Tandis qu'ils attendaient la cabine, Shuji lui demanda.

– Ça fait combien de temps que tu connais Koko ?

– À peu près quatre ans, répondit Kyôko. Il cherchait à amasser de l'argent, j'avais les informations... c'était inévitable que finissions par faire affaire.

– Mais tu ne l'as jamais rencontré, dit-il.

L'ascenseur arriva et ils y entrèrent.

– Non, dit Kyôko au bout d'un moment, jamais. En réalité, personne n'a jamais vu mon visage. Avant aujourd'hui.

Elle inspira à nouveau pour tenter de maîtriser le tremblement qui s'était emparé de sa voix. Elle s'apprêtait à jeter aux orties la règle la plus importante qu'elle s'était fixée, et cette idée l'angoissait. Mais cette étape aussi était inévitable. 

Shuji posa son bras sur ses épaules, il l'attira contre lui et se pencha pour lui murmurer à l'oreille.

– Du calme, je suis là.

Elle sourit.

– C'est vrai.

Les portes de l'ascenseur s'ouvrirent sur le trente-troisième étage, trois étages en dessous de la réception, et Kyôko se dirigea sans hésitation vers le couloir de droite. 

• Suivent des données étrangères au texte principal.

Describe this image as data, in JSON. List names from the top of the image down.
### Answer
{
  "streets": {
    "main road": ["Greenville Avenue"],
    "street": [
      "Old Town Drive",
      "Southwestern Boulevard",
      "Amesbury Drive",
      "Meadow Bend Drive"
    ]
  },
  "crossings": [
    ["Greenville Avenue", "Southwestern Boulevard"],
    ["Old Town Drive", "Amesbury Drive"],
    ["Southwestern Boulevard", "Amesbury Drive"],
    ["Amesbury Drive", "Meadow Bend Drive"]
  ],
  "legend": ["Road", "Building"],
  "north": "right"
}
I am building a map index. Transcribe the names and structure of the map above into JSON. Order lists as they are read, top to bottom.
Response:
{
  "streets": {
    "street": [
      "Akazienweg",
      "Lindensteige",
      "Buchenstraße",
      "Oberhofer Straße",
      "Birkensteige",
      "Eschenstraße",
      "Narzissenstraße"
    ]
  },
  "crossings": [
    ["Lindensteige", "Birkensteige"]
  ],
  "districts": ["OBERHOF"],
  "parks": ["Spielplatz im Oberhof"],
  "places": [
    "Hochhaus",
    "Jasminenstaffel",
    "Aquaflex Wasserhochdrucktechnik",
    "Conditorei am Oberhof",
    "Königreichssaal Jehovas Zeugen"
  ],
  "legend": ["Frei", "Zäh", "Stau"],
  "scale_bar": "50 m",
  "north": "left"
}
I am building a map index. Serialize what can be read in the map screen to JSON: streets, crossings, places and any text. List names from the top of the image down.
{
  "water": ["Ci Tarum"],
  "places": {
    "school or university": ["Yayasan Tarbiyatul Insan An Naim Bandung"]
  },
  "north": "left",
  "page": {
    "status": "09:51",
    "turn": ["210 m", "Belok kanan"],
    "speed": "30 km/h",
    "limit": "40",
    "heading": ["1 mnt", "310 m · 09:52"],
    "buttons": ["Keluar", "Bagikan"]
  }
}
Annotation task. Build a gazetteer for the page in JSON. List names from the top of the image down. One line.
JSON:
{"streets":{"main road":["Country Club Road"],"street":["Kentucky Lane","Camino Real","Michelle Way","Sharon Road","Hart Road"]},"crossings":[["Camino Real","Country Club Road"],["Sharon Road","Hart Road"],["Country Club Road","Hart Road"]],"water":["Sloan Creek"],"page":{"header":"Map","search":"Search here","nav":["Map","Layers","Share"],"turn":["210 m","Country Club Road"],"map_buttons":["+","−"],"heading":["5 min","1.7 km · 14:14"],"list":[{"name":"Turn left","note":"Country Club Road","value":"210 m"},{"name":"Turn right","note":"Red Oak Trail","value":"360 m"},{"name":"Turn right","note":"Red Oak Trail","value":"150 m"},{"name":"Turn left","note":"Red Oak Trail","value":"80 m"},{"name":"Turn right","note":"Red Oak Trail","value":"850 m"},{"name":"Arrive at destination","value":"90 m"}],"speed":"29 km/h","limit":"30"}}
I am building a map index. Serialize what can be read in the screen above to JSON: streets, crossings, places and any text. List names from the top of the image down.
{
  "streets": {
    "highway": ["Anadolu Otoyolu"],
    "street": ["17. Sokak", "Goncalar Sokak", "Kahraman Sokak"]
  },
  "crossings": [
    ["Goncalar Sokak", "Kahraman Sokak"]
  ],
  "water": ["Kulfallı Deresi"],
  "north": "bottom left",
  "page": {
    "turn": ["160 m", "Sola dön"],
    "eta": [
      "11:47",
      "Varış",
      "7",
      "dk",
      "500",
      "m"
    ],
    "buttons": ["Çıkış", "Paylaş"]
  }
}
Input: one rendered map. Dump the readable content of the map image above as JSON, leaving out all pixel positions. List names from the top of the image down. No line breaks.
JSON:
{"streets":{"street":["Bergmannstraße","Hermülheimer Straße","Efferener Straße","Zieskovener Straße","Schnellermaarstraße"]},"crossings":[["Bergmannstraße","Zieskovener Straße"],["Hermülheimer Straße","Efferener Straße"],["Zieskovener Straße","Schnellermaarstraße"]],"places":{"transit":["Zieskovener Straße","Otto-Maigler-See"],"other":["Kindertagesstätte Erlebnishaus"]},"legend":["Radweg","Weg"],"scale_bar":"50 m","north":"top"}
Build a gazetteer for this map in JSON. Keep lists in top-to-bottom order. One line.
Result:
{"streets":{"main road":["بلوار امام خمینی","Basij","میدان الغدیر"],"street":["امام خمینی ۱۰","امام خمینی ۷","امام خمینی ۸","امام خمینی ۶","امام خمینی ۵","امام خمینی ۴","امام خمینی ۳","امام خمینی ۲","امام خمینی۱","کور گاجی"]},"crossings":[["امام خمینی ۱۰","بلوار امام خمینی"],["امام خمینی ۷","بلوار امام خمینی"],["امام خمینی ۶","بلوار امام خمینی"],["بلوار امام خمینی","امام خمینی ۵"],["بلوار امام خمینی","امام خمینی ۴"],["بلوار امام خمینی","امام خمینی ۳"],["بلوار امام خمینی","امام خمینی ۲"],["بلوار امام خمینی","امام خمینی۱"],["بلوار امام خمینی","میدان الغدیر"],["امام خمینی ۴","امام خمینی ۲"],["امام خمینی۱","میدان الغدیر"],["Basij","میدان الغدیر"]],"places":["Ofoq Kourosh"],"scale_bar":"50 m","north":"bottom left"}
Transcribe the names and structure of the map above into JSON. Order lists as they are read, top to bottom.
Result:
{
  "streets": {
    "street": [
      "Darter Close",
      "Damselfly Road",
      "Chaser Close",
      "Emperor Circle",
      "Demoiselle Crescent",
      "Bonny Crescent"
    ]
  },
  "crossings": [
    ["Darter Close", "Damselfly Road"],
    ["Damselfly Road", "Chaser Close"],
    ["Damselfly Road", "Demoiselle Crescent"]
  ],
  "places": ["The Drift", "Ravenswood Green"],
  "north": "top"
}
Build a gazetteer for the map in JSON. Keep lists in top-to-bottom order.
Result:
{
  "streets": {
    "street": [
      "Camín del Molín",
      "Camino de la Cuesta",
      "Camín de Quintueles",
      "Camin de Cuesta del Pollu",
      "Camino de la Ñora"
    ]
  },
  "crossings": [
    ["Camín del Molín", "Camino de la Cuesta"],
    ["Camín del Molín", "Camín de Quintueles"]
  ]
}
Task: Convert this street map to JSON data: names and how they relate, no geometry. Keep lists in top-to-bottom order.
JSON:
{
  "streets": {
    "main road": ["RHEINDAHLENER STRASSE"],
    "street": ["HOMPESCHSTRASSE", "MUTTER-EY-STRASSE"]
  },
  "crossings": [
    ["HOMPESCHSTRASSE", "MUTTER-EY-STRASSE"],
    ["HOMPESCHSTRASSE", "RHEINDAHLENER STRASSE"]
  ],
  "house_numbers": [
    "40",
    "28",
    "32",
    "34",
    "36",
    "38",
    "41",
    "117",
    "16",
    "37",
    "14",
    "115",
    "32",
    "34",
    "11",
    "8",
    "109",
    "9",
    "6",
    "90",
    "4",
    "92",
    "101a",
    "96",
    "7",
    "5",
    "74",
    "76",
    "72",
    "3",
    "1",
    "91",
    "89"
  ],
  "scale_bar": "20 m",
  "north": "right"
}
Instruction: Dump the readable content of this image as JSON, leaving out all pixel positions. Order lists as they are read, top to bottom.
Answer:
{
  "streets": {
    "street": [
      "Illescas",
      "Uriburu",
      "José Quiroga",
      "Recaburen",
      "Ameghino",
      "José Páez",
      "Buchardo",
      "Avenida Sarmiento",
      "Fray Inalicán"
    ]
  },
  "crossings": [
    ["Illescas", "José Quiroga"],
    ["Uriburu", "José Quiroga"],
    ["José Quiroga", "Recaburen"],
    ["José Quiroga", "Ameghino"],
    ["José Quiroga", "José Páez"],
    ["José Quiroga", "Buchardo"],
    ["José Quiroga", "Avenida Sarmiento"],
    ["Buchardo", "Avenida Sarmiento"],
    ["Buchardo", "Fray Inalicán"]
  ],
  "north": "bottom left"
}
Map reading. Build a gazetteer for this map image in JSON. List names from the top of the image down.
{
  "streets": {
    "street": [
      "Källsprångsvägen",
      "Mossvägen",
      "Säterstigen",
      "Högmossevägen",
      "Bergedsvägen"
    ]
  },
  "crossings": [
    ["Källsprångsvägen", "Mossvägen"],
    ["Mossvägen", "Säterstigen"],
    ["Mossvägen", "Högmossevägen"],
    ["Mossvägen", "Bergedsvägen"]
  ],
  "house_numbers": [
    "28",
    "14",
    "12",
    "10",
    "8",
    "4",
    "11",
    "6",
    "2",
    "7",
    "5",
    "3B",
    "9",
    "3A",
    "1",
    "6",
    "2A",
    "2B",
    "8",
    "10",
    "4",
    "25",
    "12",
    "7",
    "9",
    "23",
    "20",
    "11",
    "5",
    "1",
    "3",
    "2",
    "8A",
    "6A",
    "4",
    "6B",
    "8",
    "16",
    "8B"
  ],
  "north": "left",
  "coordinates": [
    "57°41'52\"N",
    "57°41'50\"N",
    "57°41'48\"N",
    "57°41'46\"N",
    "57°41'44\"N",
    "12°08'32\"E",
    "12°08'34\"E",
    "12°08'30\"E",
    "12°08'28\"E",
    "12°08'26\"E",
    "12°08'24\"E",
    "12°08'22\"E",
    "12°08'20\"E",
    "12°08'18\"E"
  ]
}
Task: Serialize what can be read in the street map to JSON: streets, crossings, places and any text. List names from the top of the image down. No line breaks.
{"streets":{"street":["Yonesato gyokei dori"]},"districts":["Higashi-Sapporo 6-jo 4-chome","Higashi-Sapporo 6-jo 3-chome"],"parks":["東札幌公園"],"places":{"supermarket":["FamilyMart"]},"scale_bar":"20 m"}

Une fois devant la porte de la suite présidentielle, elle frappa. 

La porte s'ouvrit et le métal froid du canon d'un révolver se posa contre son front. 

Son cerveau, déconnecté de la réalité, prit les commandes sans qu'elle eût besoin d'intervenir. Il enregistra les informations et prit les décisions. Kyôko ne nota pas d'odeur de poudre et elle remarqua que leur hôte semblait averti de la présence de Shuji.

Accès aux caméras de sécurité, se dit-elle pour elle-même.

Shuji écarta négligemment l'arme de la main.

– On se calme Sanzu, dit-il. C'est pas une façon de recevoir des invités.

Haruchiyo Akashi, alias Sanzu, reconnut Kyôko. Le bras droit du boss du Kanto Manji Kai.

Les informations qu'elle détenait à son sujet défilèrent dans sa tête. La voix de Mikey l'interrompit, glaciale.

– Je n'ai pas souvenir de t'avoir invité Hanma.

Sanzu s'écarta. Derrière lui, Kyôko vit Mikey assis sur le canapé, les mains pendant entre les genoux et Kokonoi Hajime à ses côtés.

Manjiro Sano dit Mikey, le frère de Emma Sano.

Kyôko entra, Shuji sur les talons, et Sanzu ferma la porte derrière eux. 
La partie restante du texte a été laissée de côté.